Supplied data below:
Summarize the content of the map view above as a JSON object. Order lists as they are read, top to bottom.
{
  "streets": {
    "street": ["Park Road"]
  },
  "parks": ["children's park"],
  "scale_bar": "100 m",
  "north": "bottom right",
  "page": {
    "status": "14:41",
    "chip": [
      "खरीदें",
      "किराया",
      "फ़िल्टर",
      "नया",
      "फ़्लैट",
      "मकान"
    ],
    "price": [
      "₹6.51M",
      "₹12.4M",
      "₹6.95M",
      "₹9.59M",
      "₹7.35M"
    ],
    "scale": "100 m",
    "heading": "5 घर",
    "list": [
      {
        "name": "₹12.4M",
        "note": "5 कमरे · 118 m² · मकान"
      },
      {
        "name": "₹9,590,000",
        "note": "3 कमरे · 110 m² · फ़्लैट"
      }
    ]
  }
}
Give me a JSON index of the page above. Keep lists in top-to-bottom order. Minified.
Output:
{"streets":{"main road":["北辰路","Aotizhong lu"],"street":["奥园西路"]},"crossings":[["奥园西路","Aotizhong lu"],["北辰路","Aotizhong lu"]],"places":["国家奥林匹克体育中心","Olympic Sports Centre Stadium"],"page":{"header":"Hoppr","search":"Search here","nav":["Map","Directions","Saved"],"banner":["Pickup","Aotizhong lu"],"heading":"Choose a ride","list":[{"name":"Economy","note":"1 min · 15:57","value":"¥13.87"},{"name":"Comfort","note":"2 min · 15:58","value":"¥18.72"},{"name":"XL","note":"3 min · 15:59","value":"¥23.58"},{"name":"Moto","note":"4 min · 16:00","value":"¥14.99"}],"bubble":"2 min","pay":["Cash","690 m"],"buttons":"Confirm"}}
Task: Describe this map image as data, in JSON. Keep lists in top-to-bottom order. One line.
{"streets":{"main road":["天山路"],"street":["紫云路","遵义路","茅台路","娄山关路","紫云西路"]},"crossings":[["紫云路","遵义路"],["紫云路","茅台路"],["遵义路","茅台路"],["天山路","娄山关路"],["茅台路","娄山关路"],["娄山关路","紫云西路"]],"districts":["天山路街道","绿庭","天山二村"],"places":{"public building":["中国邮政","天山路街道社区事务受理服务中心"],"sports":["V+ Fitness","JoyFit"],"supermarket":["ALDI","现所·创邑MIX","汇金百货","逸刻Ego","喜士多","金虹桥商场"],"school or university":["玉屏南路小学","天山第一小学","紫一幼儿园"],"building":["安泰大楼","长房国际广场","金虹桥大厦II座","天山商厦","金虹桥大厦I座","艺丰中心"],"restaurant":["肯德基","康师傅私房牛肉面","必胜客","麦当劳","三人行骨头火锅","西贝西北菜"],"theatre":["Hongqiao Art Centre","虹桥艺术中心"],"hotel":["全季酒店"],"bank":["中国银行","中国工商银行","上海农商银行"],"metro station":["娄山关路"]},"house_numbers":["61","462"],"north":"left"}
End of Supplied data.
Task description: Up to and including the line with "Give me a JSON", print every line of the records from the start.

Task output:
Summarize the content of the map view above as a JSON object. Order lists as they are read, top to bottom.
{
  "streets": {
    "street": ["Park Road"]
  },
  "parks": ["children's park"],
  "scale_bar": "100 m",
  "north": "bottom right",
  "page": {
    "status": "14:41",
    "chip": [
      "खरीदें",
      "किराया",
      "फ़िल्टर",
      "नया",
      "फ़्लैट",
      "मकान"
    ],
    "price": [
      "₹6.51M",
      "₹12.4M",
      "₹6.95M",
      "₹9.59M",
      "₹7.35M"
    ],
    "scale": "100 m",
    "heading": "5 घर",
    "list": [
      {
        "name": "₹12.4M",
        "note": "5 कमरे · 118 m² · मकान"
      },
      {
        "name": "₹9,590,000",
        "note": "3 कमरे · 110 m² · फ़्लैट"
      }
    ]
  }
}
Give me a JSON index of the page above. Keep lists in top-to-bottom order. Minified.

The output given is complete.